Go through the listing below and show each line that has the word "direction".

Top of RECORDS PROVIDED

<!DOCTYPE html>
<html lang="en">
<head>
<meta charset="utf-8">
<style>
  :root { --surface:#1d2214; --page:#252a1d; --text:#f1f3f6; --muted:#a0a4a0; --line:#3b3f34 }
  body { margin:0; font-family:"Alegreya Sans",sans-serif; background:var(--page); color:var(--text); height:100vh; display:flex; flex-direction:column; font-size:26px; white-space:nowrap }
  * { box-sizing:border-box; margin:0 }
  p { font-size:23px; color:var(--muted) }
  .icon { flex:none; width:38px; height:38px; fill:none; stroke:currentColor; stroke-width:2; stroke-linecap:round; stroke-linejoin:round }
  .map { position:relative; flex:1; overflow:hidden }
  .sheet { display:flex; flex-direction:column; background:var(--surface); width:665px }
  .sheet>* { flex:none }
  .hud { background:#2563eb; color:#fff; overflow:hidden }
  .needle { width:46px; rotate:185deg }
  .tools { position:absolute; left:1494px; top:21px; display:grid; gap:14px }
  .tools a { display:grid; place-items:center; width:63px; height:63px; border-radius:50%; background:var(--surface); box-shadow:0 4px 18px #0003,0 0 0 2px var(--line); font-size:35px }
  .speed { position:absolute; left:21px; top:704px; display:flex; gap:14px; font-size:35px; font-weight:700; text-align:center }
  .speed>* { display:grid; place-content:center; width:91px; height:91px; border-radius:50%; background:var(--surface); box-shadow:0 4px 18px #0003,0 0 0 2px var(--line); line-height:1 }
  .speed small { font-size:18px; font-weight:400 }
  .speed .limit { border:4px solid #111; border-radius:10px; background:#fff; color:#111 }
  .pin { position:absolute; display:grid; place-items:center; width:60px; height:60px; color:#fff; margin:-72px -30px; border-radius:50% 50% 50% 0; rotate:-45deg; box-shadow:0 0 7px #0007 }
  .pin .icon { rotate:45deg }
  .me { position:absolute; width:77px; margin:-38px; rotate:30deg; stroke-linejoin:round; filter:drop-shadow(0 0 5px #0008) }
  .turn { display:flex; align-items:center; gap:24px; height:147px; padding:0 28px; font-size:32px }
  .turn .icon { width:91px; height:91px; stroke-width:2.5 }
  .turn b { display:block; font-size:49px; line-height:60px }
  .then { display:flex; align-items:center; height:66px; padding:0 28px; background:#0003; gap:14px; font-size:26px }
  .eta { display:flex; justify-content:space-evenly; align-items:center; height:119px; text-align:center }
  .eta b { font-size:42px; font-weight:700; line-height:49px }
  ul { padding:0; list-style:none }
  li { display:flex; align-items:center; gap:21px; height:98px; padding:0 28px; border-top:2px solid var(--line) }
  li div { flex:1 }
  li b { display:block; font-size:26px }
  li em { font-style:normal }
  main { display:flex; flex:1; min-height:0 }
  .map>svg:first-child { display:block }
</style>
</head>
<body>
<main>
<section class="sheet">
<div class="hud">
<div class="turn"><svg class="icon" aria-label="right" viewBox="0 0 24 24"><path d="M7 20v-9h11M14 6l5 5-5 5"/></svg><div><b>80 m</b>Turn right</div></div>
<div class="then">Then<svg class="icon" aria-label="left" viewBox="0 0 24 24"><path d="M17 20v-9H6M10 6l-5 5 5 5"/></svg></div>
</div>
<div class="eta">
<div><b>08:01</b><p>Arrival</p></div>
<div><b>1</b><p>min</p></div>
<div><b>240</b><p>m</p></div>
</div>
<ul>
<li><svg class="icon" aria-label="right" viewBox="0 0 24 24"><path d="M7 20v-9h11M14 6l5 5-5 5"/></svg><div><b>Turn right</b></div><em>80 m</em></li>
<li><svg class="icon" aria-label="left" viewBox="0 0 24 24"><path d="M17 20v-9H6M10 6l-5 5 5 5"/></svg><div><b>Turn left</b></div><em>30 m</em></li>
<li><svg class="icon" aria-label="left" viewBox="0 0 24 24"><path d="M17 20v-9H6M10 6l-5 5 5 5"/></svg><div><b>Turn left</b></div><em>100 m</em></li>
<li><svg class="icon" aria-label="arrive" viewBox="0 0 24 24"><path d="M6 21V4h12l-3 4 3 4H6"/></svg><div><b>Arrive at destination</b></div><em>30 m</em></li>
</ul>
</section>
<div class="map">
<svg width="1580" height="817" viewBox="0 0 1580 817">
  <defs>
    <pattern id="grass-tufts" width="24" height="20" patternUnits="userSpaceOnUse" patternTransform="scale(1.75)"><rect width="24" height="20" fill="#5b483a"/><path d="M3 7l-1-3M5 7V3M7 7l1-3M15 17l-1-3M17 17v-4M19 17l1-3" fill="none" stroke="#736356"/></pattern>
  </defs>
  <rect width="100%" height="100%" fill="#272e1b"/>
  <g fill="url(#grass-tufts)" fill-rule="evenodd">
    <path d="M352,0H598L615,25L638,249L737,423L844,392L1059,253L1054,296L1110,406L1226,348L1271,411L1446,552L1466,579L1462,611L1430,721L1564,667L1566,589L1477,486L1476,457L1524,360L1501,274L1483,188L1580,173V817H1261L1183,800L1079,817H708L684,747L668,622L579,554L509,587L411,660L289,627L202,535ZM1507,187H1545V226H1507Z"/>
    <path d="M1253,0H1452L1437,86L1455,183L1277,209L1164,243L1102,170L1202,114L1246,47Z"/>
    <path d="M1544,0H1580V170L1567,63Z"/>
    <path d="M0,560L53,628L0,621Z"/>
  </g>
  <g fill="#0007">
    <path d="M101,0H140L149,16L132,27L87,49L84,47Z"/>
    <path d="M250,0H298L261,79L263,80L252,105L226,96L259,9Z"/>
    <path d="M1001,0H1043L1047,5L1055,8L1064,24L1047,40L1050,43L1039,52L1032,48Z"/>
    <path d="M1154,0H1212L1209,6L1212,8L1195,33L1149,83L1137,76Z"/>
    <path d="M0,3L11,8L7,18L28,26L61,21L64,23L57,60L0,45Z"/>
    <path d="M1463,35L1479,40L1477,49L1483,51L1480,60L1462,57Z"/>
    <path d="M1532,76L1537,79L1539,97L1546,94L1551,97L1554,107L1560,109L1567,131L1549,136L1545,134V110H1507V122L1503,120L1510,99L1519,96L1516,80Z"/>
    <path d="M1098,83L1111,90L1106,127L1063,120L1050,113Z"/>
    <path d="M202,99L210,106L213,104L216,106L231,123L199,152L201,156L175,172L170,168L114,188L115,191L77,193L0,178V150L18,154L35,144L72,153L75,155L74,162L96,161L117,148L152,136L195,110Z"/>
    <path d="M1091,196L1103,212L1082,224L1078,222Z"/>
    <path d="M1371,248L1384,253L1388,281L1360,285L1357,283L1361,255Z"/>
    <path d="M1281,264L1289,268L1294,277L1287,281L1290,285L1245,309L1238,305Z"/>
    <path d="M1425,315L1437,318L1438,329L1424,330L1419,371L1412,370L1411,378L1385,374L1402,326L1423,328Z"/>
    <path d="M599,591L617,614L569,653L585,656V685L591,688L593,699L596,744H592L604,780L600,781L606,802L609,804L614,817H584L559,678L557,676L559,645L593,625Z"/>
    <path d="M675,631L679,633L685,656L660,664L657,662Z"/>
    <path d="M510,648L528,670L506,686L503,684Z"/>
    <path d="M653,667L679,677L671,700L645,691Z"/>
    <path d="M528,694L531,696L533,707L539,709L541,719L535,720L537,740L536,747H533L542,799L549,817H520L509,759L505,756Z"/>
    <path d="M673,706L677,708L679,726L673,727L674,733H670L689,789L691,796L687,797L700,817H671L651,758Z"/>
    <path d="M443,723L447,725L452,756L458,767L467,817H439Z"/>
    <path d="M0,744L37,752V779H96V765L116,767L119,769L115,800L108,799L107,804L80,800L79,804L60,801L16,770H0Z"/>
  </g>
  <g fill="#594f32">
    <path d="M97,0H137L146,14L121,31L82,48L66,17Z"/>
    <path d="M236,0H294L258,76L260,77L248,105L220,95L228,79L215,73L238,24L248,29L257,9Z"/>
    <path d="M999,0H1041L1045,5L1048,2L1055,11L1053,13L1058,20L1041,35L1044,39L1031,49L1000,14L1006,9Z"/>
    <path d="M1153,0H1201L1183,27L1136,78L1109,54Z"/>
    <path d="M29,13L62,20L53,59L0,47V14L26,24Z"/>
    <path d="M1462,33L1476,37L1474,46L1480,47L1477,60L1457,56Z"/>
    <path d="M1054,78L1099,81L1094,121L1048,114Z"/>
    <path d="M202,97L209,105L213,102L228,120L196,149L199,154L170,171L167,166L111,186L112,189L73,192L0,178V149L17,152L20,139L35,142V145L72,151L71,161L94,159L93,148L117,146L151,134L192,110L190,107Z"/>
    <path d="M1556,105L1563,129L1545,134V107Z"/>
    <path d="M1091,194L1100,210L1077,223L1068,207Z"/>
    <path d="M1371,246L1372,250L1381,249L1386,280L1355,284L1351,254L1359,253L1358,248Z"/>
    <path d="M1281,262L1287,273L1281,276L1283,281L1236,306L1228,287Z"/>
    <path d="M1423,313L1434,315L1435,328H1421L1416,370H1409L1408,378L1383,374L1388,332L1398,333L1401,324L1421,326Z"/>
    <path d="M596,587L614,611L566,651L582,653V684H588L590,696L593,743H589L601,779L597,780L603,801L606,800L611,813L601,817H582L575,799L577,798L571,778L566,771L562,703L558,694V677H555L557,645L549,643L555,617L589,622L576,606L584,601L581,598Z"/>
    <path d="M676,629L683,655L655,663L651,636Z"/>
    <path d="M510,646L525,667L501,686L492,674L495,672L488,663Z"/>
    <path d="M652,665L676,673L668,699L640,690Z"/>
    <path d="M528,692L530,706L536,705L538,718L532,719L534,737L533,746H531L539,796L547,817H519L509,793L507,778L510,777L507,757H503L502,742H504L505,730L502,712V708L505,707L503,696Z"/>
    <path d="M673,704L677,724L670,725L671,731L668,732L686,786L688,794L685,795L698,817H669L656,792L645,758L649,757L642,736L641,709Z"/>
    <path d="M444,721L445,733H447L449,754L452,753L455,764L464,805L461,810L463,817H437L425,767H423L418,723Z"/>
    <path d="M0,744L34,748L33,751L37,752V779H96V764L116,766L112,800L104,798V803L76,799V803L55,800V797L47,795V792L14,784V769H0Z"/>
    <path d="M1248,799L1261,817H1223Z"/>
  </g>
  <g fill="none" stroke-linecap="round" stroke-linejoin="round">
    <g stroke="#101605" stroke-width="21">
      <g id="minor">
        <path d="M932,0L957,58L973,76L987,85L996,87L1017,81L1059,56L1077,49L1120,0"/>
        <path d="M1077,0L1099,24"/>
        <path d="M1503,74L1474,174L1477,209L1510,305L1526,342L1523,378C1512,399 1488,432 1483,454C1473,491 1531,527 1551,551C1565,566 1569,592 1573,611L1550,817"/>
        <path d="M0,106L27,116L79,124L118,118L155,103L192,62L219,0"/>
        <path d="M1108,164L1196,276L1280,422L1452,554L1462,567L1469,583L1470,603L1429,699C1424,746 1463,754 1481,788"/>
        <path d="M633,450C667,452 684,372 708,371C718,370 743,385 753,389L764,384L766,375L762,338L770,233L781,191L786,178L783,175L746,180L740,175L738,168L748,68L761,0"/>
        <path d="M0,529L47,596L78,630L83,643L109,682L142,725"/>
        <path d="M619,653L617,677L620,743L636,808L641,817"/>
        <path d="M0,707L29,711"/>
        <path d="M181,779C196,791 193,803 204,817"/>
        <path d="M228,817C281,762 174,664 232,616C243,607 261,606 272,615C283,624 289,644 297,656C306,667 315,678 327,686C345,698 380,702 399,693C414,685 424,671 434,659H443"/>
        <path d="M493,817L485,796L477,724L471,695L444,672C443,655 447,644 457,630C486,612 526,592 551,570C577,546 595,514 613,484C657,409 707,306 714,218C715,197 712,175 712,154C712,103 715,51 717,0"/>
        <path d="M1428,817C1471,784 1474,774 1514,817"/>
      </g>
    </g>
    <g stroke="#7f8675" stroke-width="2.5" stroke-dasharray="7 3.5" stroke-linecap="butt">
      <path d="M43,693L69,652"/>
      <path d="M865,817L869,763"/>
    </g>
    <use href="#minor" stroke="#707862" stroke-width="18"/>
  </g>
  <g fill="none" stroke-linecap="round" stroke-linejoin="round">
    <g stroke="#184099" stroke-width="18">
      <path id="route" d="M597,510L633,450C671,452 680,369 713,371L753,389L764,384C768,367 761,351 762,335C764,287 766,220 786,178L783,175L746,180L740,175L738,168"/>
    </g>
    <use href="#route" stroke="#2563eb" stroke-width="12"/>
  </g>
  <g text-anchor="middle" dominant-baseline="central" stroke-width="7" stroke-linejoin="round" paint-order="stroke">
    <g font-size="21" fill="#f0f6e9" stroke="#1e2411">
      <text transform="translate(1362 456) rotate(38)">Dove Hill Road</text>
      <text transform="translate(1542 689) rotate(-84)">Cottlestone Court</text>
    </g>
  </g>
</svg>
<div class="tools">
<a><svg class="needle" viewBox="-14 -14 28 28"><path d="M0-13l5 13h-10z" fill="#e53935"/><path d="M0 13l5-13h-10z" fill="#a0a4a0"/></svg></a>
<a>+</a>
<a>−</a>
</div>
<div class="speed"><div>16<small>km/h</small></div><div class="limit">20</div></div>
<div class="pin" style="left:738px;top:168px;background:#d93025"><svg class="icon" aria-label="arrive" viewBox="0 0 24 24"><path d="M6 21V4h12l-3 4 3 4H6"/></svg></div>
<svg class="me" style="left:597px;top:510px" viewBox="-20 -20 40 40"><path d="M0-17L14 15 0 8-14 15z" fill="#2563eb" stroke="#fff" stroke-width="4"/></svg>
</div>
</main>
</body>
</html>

Bottom of RECORDS PROVIDED

# [ANSWER BOX]
  body { margin:0; font-family:"Alegreya Sans",sans-serif; background:var(--page); color:var(--text); height:100vh; display:flex; flex-direction:column; font-size:26px; white-space:nowrap }
  .sheet { display:flex; flex-direction:column; background:var(--surface); width:665px }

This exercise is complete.